Ryan Duncan: I had my reservations about how I would like this class.
This is Ryan Duncan, a sophomore in Eric Mazur's physics class.
Duncan: Basically my entire life I have been in a situation where a teacher stands up and talks and then you take notes and try to, you know, absorb the information as well as you can, so I've developed a pretty good system to deal with that and, you know, kind of revamping my entire education, you know, philosophy for this one class was a bit daunting.
But Duncan has come to appreciate Mazur's approach and says he's learning more in this class than he did in the other physics class he took at Harvard. His classmate Stacey Lyne says she's learning more too and she adds:
Stacey Lyne: I haven't fallen asleep in this lecture, or had the desire to.
Male student: That's really true. That's really true.
Lyne: Because... when you're interacting, I think it's the best way, because it kind of breaks up the lecture.
Lyne says going back to learning in the traditional way will be frustrating.
Lyne: I know I'm frustrated now with some of my other classes when I go to lecture and I have to just sit there and take in information for an hour and a half and I don't really get the opportunity to, um, think about what I have just learned.
[MUSIC: "Porcelain" - Moby - Play & Play: The B-Sides - Downtown]
Stephen Smith: You're listening to an American RadioWorks documentary, Don't Lecture Me. I'm Stephen Smith.
Harvard students like Stacey Lyne would likely succeed in college no matter what kinds of classes or educational environments they were in. Experts say those who have the most to gain from changing the way students are taught are people who have not done as well in the traditional system, or might not have gone to college at all a generation ago. But existing institutions are slow to change. That's why one group of educators decided to create an entirely new college - where there are no lectures.

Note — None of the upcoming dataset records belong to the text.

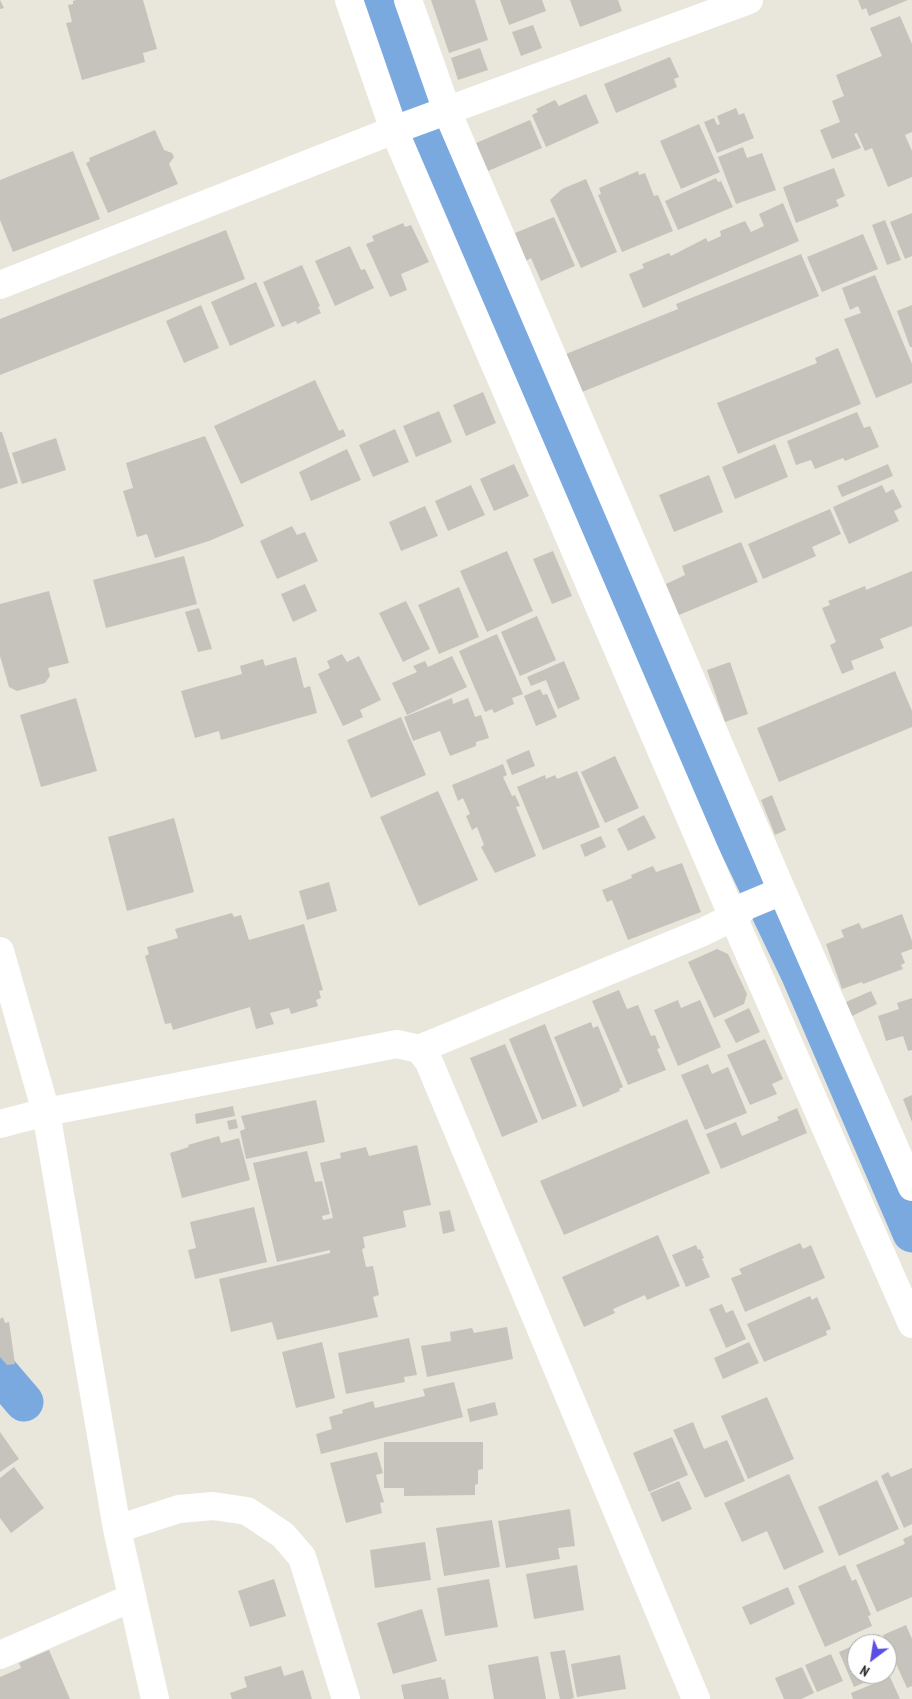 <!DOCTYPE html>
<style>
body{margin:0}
#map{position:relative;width:912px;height:1699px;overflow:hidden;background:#e9e7dc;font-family:"PT Sans Narrow",sans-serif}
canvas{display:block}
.north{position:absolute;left:847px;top:1634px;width:50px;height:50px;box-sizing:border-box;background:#fff;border:1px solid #a9a9a9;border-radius:50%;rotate:211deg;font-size:14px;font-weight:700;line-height:20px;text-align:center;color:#292929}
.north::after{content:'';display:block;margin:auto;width:18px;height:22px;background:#5b4ee4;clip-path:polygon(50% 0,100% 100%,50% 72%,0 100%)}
</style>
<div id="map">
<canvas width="912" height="1699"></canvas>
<div class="north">N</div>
</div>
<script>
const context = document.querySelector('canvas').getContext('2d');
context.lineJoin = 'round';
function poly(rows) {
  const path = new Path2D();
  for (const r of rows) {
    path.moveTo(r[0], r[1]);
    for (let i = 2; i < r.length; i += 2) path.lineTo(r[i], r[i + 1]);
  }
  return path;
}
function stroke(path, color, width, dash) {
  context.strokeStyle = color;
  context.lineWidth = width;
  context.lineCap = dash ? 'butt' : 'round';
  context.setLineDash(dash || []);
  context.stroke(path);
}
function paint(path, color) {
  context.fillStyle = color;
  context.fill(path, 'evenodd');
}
const canal = poly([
 [381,0,413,92,718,802,800,973,912,1233],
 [0,1374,24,1402]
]);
const building = poly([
 [0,0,4,8,0,9],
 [76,0,143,0,157,49,143,53,145,62,82,80,66,23,72,22,68,5,73,4,73,1],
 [431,0,475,0,488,40,449,53],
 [500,0,542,0,546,11,509,25],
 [570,0,618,0,622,11,580,27],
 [858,0,908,0,869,16,866,8,862,10],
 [900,16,912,44,912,132,905,135,912,151,912,177,888,187,872,148,865,151,857,133,854,134,861,148,832,159,820,130,840,122,832,101,844,96,836,75,882,56,870,28],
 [533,25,542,48,521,56,512,32],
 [480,48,488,70,458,80,451,58],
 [670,57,679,77,674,79,677,87,616,113,604,84],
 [586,94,599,123,546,147,532,115,538,112,536,109,555,100,559,106],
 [736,108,739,115,744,113,754,138,717,153,704,122,714,118,717,125,720,124,717,116],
 [530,120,542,148,488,171,476,143],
 [699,124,720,172,681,189,660,141],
 [155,130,164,150,172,153,174,157,169,164,178,184,108,213,86,163,90,161,89,158],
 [743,147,747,158,762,153,776,190,736,204,718,157],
 [73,151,100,219,13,252,0,220,0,180],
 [834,168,845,196,836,200,839,206,796,223,783,187],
 [638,171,639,175,645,173,654,196,658,195,673,231,622,252,598,195,601,194,599,188],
 [716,178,718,182,721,181,733,207,678,230,665,201],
 [586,179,617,252,581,268,550,200,562,189],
 [783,203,799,241,643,308,629,274,644,268,642,264,669,253,671,256,706,238,708,242,721,236,720,231,745,221,751,232,764,226,759,214],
 [912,213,912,256,905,259,890,222],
 [554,217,575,266,541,281,531,258,526,261,515,233],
 [885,220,901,260,887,265,872,225],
 [403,223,405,227,411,225,429,262,401,274,407,290,390,297,366,244,374,241,372,236],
 [226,230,245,279,0,375,0,319],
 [863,234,878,269,822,292,807,257],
 [350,246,361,270,365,269,374,288,335,306,315,261],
 [801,254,819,296,582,392,566,354,678,309,676,304],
 [302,265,320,306,318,307,321,313,297,324,296,321,282,327,263,282],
 [875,275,912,364,912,383,876,398,844,319,861,313,858,306,850,310,842,288],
 [256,282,275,326,230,346,211,302],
 [201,305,219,348,184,363,166,321],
 [912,305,912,347,910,347,897,311],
 [838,348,861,404,738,454,717,403,817,363,815,358],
 [315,380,339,431,343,429,346,436,241,484,214,426],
 [483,392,496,423,466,436,453,405],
 [439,411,452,442,416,457,403,426],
 [857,412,864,428,870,426,879,447,845,461,843,458,815,469,811,460,796,465,787,441],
 [395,429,409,462,373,477,359,445],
 [0,432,2,432,18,483,0,489],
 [205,436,244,526,209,541,155,558,147,534,137,537,123,491,133,488,126,463],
 [56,438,66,470,22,484,12,453],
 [775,444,788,477,735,499,722,467],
 [347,449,361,480,311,501,299,472],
 [514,464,529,496,494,511,480,479],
 [888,464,893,476,842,497,837,486],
 [709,475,723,512,674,532,659,495],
 [471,485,485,515,448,531,435,501],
 [882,485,886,493,893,489,902,507,894,511,899,521,849,544,833,507],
 [425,506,438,536,401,551,389,522],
 [830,509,841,534,812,547,816,556,763,579,748,544],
 [292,526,297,535,305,532,318,561,277,579,260,541],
 [741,542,758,582,679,615,666,584,685,575,682,566],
 [507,551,533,611,487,632,460,571],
 [553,551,572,596,552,604,533,559],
 [184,556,197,604,106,628,93,580],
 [912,571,912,626,880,639,884,648,851,661,854,669,842,674,830,645,836,642,822,608,830,605,828,601,865,586,866,590],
 [305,584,317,611,293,622,281,594],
 [459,587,479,637,439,654,418,605],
 [49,591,69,663,48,668,50,676,45,683,17,691,9,687,0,656,0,604],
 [406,601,430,649,403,662,379,613],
 [199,608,212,649,198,652,185,612],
 [537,616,556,660,520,676,501,632],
 [497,634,523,694,512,698,514,704,494,713,492,709,485,712,459,651],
 [342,654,347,662,359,656,381,700,360,710,363,717,343,726,318,674,330,668,327,661],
 [452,656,467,687,407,715,392,683,417,672,413,666,425,661,428,667],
 [296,657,304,688,310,686,317,713,221,740,219,731,195,738,181,691,242,674,240,666,263,659,265,666],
 [564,661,580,699,558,709,546,680,531,686,527,677],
 [730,662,748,714,725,722,707,670],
 [895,671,912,711,912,727,779,782,757,728],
 [540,689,543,695,547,694,557,717,536,726,524,696],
 [76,698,97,771,41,787,20,715],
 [452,698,453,704,468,698,475,717,481,715,489,738,476,742,476,746,450,756,440,731,413,741,404,717],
 [401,717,426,775,371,798,347,740],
 [529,750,535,766,512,775,506,760],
 [615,756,639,808,605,823,581,772],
 [503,764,507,775,503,777,512,796,515,795,520,806,516,807,536,856,495,873,481,847,484,845,477,827,472,830,466,816,470,814,463,798,458,801,452,785],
 [577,771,600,827,543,850,517,787,545,775,546,779,555,775,557,779],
 [438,791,478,880,419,906,380,817],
 [772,795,786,830,775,835,761,800],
 [644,815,656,838,628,851,617,829],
 [174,818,194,892,127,911,108,837],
 [601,836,606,847,585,857,580,845],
 [682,863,701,912,628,940,612,900,607,902,602,890,632,878,631,875,653,866,656,872],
 [329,882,337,911,307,920,299,891],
 [232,913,234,917,241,915,249,940,304,924,323,990,319,991,321,998,316,1000,318,1006,291,1014,289,1008,270,1013,274,1024,256,1029,250,1007,173,1030,171,1023,165,1024,145,956,149,954,147,947,178,938,175,929],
 [902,914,912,941,912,949,901,953,905,963,901,965,903,969,863,984,862,982,842,989,826,944,844,937,841,930,859,923,862,929],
 [717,949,728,954,747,994,744,1004,714,1018,688,962],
 [619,990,627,1009,638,1005,651,1036,655,1035,660,1048,657,1049,666,1070,628,1085,592,1001],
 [871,991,877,1004,852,1016,846,1002],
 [912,998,912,1050,908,1051,903,1036,886,1041,878,1016,899,1009,897,1003],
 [678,1000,681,1008,700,1000,721,1047,678,1066,654,1010],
 [749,1008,760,1032,736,1043,724,1020],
 [591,1022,593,1028,598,1026,623,1087,619,1089,620,1091,583,1107,554,1037],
 [545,1024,577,1106,542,1120,509,1039],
 [765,1039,783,1079,772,1084,777,1094,750,1105,727,1055],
 [505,1044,538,1122,502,1137,470,1058],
 [708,1064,712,1074,728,1067,747,1113,705,1130,681,1075],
 [912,1095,912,1122,903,1099],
 [316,1100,325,1142,246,1159,240,1131,245,1129,241,1116],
 [233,1106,235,1116,196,1124,195,1114],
 [797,1108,807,1133,721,1169,706,1134,736,1122,742,1136,779,1120,777,1117],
 [236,1119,238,1128,229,1130,227,1121],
 [687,1119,710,1173,564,1235,540,1181],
 [219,1136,221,1143,239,1138,250,1180,182,1198,170,1153,189,1147,188,1145],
 [417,1145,431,1205,403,1211,406,1227,363,1237,365,1248,362,1249,366,1267,373,1266,379,1295,373,1297,378,1317,277,1340,272,1322,231,1332,219,1279,330,1253,330,1250,277,1262,253,1163,307,1151,315,1182,322,1181,330,1214,322,1216,323,1220,333,1218,320,1163,341,1158,340,1153,366,1147,369,1156],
 [254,1207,267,1262,195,1279,188,1250,196,1248,190,1222],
 [450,1210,455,1231,443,1234,439,1212],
 [658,1235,680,1286,647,1300,645,1295,613,1309,615,1313,584,1327,562,1277],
 [800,1243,803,1249,811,1245,825,1278,745,1312,731,1278,742,1274,739,1269],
 [696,1245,698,1250,700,1249,704,1258,702,1259,710,1277,686,1287,672,1255],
 [810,1296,812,1300,817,1297,831,1329,826,1331,827,1335,764,1362,747,1324],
 [722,1304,726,1313,733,1310,746,1339,726,1348,709,1309],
 [3,1317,5,1323,9,1322,15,1364,7,1365,0,1357,0,1319],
 [507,1327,513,1359,427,1377,421,1346,451,1341,450,1332,472,1328,474,1333],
 [409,1338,417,1375,404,1377,405,1382,346,1394,338,1353],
 [322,1342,335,1398,296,1408,282,1352],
 [749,1342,759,1363,723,1379,714,1358],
 [454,1382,463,1417,321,1454,316,1434,332,1429,329,1417,343,1413,342,1410,373,1401,375,1408,425,1396,423,1389],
 [767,1397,794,1459,748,1479,721,1416],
 [495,1402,498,1415,470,1422,467,1409],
 [693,1422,704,1449,727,1440,745,1481,705,1498,673,1430],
 [0,1432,19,1459,0,1472],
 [672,1437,688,1475,649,1492,633,1453],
 [384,1442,483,1442,483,1469,478,1470,478,1484,475,1485,475,1495,404,1496,404,1488,384,1488],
 [377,1452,383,1473,376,1475,384,1502,380,1503,382,1513,346,1523,330,1463],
 [14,1467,44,1508,11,1533,0,1518,0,1478],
 [912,1468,912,1524,904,1528,881,1476,888,1472,891,1477],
 [789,1474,824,1552,784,1570,767,1531,742,1542,724,1503],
 [877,1480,899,1529,839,1556,818,1507],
 [679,1481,692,1509,662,1522,650,1493],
 [570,1509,575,1546,558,1548,560,1559,506,1568,498,1521],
 [492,1520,500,1567,444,1576,436,1528],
 [912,1535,912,1597,877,1612,856,1565,905,1544,903,1539],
 [425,1542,431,1580,375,1588,370,1550],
 [577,1565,584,1610,534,1619,526,1574],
 [845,1565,852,1581,856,1579,871,1615,868,1616,872,1626,825,1647,798,1586],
 [274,1579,286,1616,250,1627,238,1591],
 [489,1579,498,1627,445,1636,437,1588],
 [788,1587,795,1604,750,1625,742,1607],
 [422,1609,437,1661,393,1674,377,1623],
 [906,1625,912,1639,912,1686,907,1688,883,1635],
 [874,1637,877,1644,858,1644],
 [857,1644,857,1674,884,1674,854,1687,839,1652],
 [49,1650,70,1699,0,1699,0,1677,21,1668,19,1663],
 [565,1650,574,1698,570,1699,560,1699,550,1652],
 [831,1654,843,1681,817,1692,805,1665],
 [620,1655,626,1689,577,1697,571,1664],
 [538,1656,546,1699,494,1699,488,1665],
 [281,1666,284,1676,303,1670,312,1699,232,1699,230,1693,247,1687,244,1677],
 [802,1667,814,1693,801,1699,784,1699,775,1678],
 [441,1677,442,1680,445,1679,449,1699,404,1699,401,1685],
 [890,1677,900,1699,853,1699,851,1693]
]);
const street = poly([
 [349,0,394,130,733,917,912,1324],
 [408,0,447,111,782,891,912,1187],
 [419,1049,703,932,733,917,746,906,782,891],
 [0,1655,131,1598]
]);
const secondary = poly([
 [0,285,394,130,749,0],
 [0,951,46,1112,117,1529,155,1699],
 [0,1124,46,1112,397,1044,419,1049,429,1062,696,1699],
 [117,1529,179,1509,213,1506,247,1511,283,1535,302,1557,346,1699]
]);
stroke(canal, '#7aa9e0', 39);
paint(building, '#c5c3bb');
stroke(street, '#fff', 28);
stroke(secondary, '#fff', 28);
</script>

[MUSIC: "The Keyboarder" - Session Victim - Left the Building - Delusions of Grandeur]
Tim Horn: We are giant guinea pigs in this huge experiment.

To read more about research on how people learn and to see a video of Harvard professor Eric Mazur giving a talk called "Confessions of a Converted Lecturer," visit our web site, AmericanRadioworks.org.
It's been more than a generation since a group of pioneering physicists began documenting problems with the traditional lecture. Harvard professor Eric Mazur expects people at colleges and universities will continue to resist doing away with the lecture, but he believes change is needed now more than ever.
Mazur: This is probably the best possible time to make changes in our approach to education, specifically because of the information age and because of the availability of technology and because of the ubiquitous-ness of information, I mean it pours out of everywhere, right?
Mazur says professors have to accept that they're no longer the powerful sages and sources of information they once were.
Mazur: That role might have disappeared, but there is a much more important role now, namely helping the students make sense of that information.